Affaire Balkany
Un gestionnaire de fortune est venu expliquer à la barre comment il a appris que le maire de Levallois serait bien le propriétaire du fameux riad de Marrakech. https://t.co/2V4cFPcduW
— L'Obs (@lobs) 5 juin 2019
Marc Angst, le témoin venu de Suisse qui accable Patrick Balkany
Par Henri Seckel
Ce financier impliqué dans l’achat de la villa de Marrakech affirme avoir entendu Jean-Pierre Aubry, bras droit du maire de Levallois, affirmer qu’il lui servait de prête-nom.

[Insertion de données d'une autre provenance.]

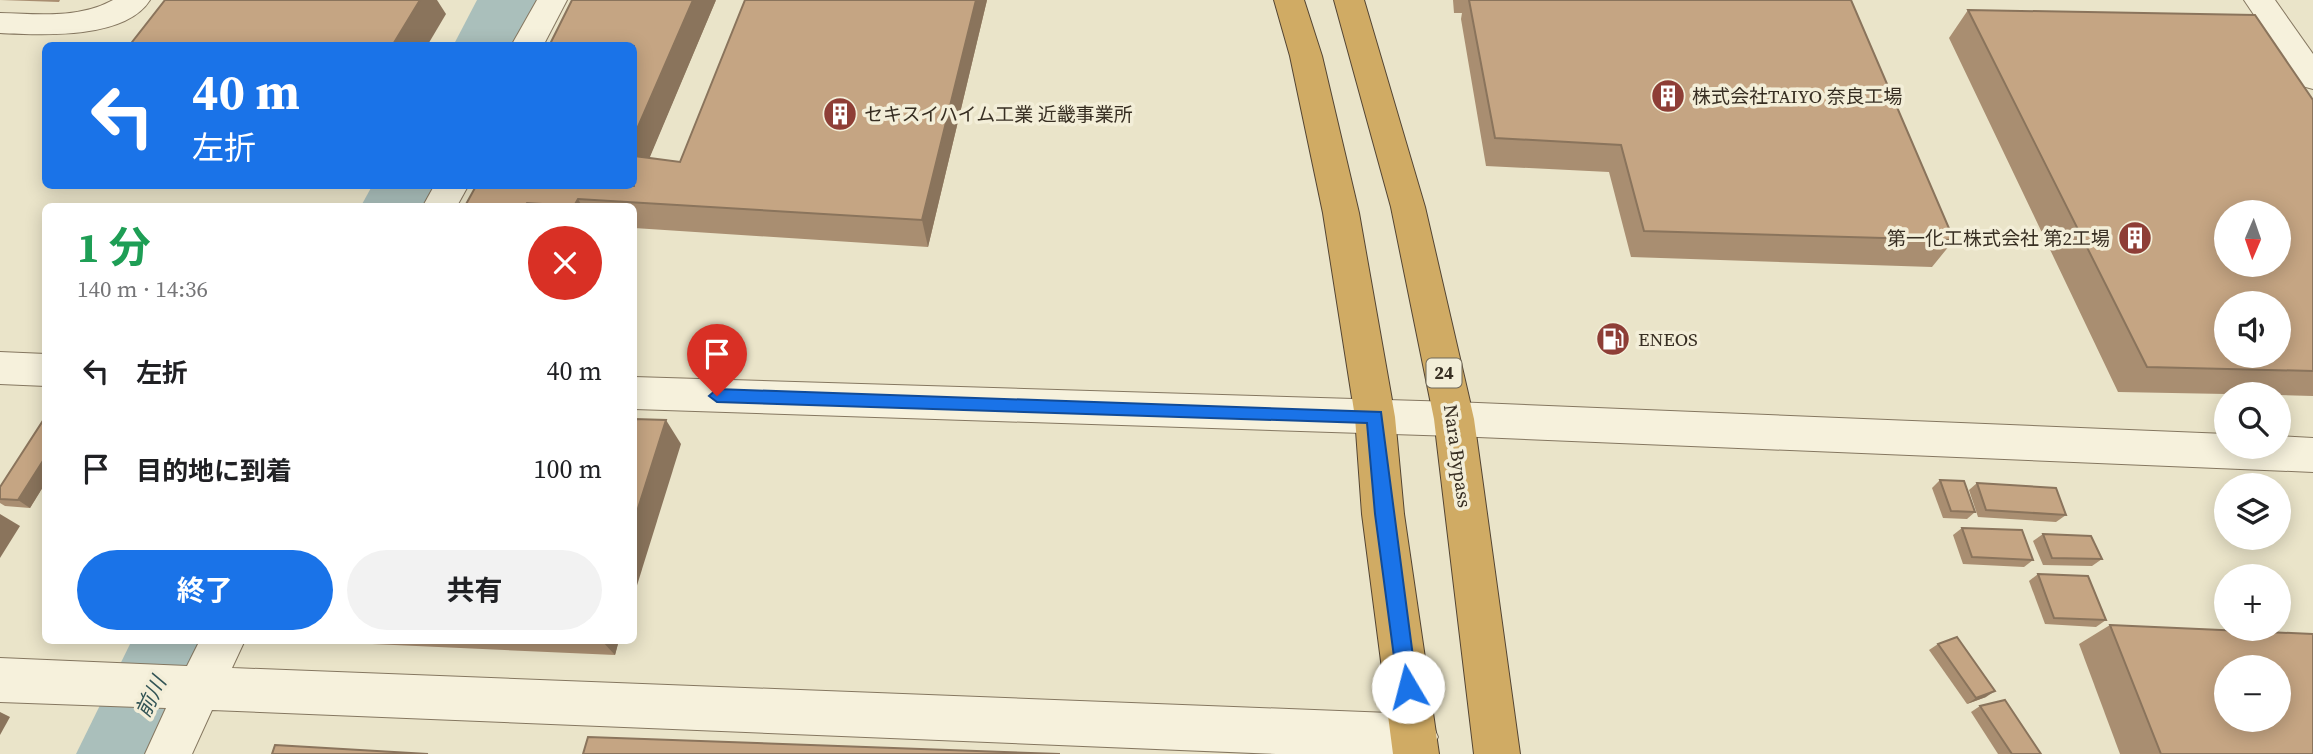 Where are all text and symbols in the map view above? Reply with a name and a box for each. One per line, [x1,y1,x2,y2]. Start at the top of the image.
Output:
text: 40 m [192,58,300,125]
icon: left [77,70,168,161]
building icon: 株式会社TAIYO 奈良工場 [1649,77,1687,115]
place label: 株式会社TAIYO 奈良工場 [1692,83,1903,109]
building icon: セキスイハイム工業 近畿事業所 [821,95,859,133]
place label: セキスイハイム工業 近畿事業所 [864,101,1133,127]
text: 左折 [192,126,256,170]
north arrow [2214,200,2291,276]
map controls [2214,200,2291,732]
text: 1 分 [77,218,151,276]
building icon: 第一化工株式会社 第2工場 [2116,219,2154,257]
place label: 第一化工株式会社 第2工場 [1887,225,2110,251]
button: close [528,226,602,300]
text: 140 m · 14:36 [77,273,208,305]
button: sound [2214,291,2291,368]
fuel station icon: ENEOS [1594,320,1632,358]
pin [687,324,747,396]
place label: ENEOS [1638,326,1698,352]
icon: arrive [698,335,736,373]
icon: left [77,352,115,390]
text: 40 m [547,353,602,389]
text: 左折 [136,355,188,391]
road number: 24 [1426,358,1462,388]
button: search [2214,382,2291,459]
street label: Nara Bypass [1438,403,1478,509]
icon: arrive [77,450,115,488]
text: 100 m [534,451,602,487]
text: 目的地に到着 [136,453,292,489]
button: layers [2214,473,2291,550]
button: 終了 [77,550,333,630]
button: 共有 [347,550,602,630]
button: + [2214,564,2291,641]
position arrow [1371,650,1445,724]
button: − [2214,655,2291,732]
water label: 前川 [128,670,174,722] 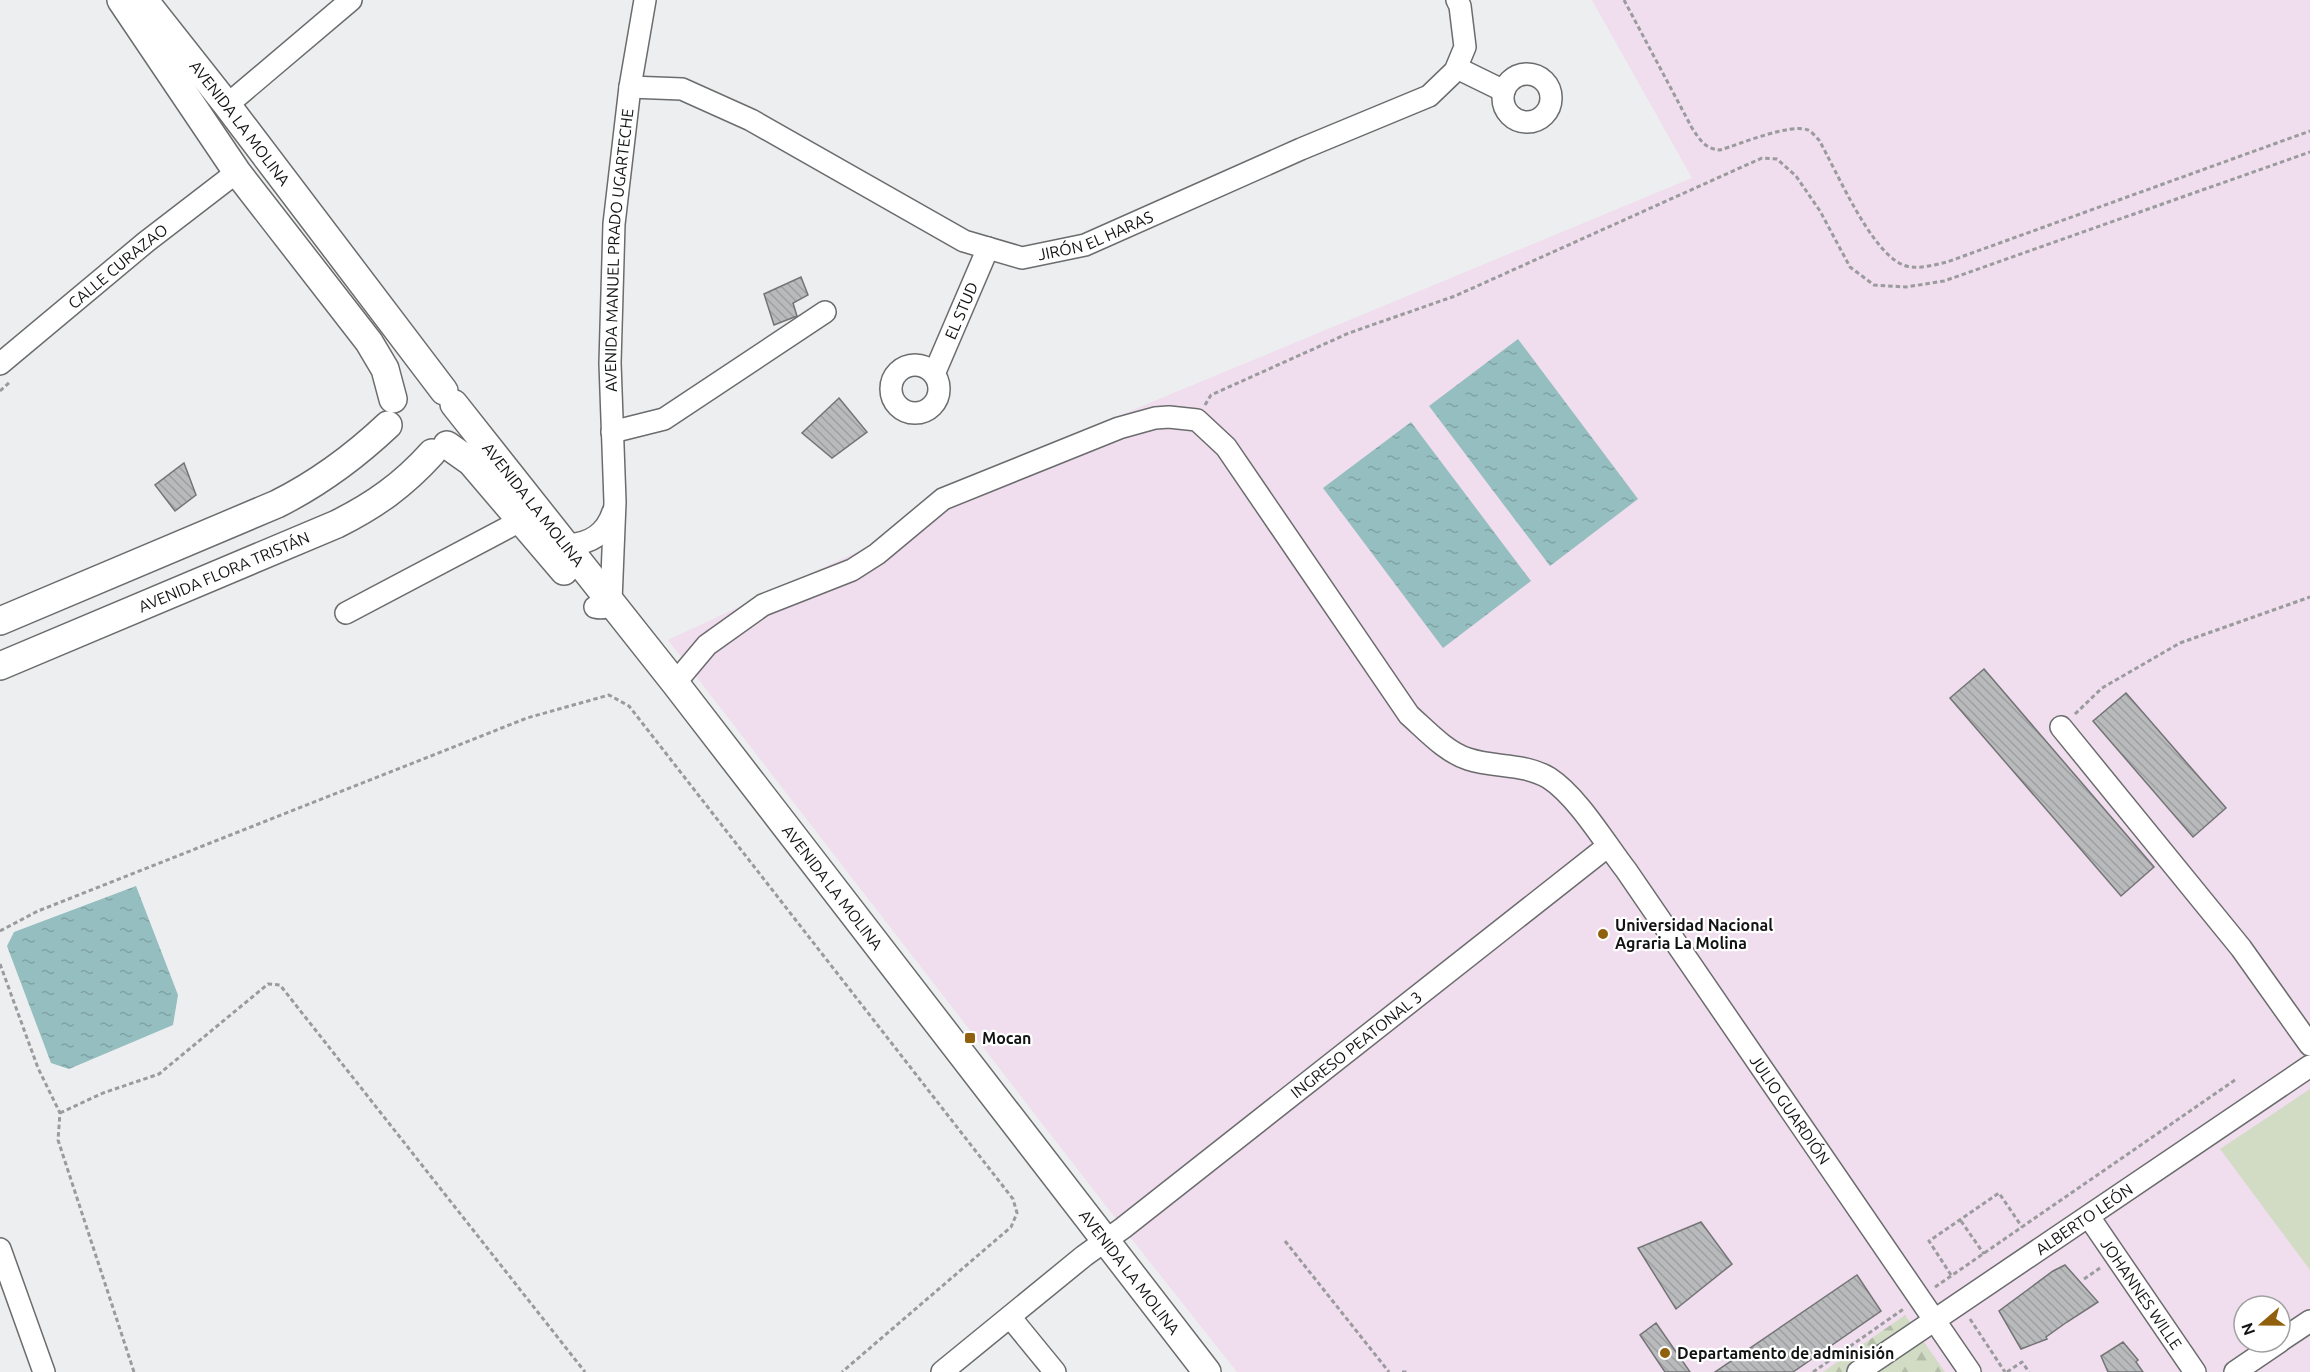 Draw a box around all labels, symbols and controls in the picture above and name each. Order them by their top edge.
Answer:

Il aura été l’unique témoin invité à s’exprimer en six semaines d’audience devant le tribunal correctionnel de Paris, et on a vite compris pourquoi le parquet n’en avait pas fait citer d’autres : Marc Angst suffit à son bonheur.

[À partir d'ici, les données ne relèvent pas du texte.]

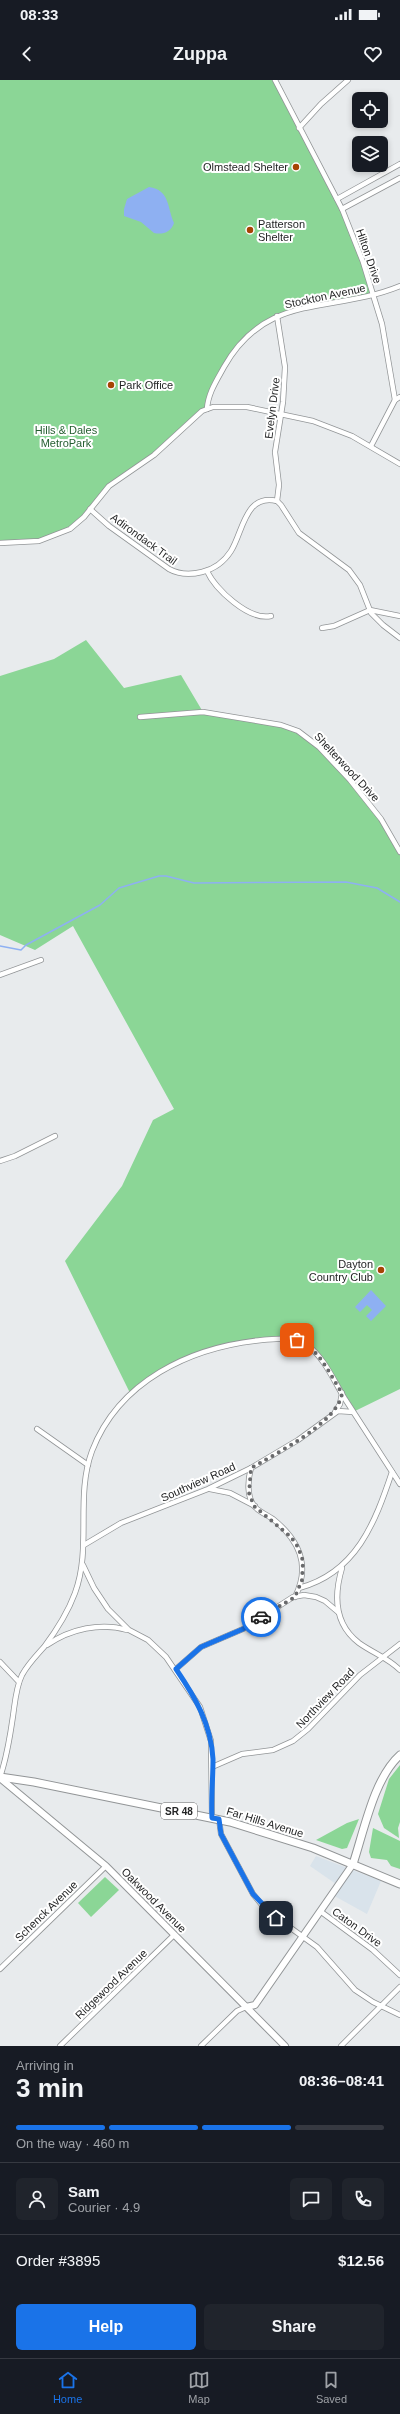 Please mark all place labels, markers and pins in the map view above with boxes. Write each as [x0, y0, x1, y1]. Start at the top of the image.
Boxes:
place label: Olmstead Shelter [203, 161, 288, 173]
marker: Olmstead Shelter [291, 162, 301, 172]
place label: Patterson Shelter [258, 218, 305, 243]
marker: Patterson Shelter [245, 225, 255, 235]
place label: Park Office [119, 379, 173, 391]
marker: Park Office [106, 380, 116, 390]
place label: Dayton Country Club [309, 1258, 373, 1283]
marker: Dayton Country Club [376, 1265, 386, 1275]
pin [280, 1323, 314, 1357]
pin [259, 1901, 293, 1935]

Il a fallu un quart d’heure à ce financier suisse, mercredi 5 juin, pour démolir la défense de Patrick Balkany, poursuivi pour corruption, et de ses co-prévenus, Jean-Pierre Aubry et Arnaud Claude, poursuivis pour complicité de corruption, et rendre intenable la position du trio au sujet de la villa Dar Gyucy de Marrakech (Maroc).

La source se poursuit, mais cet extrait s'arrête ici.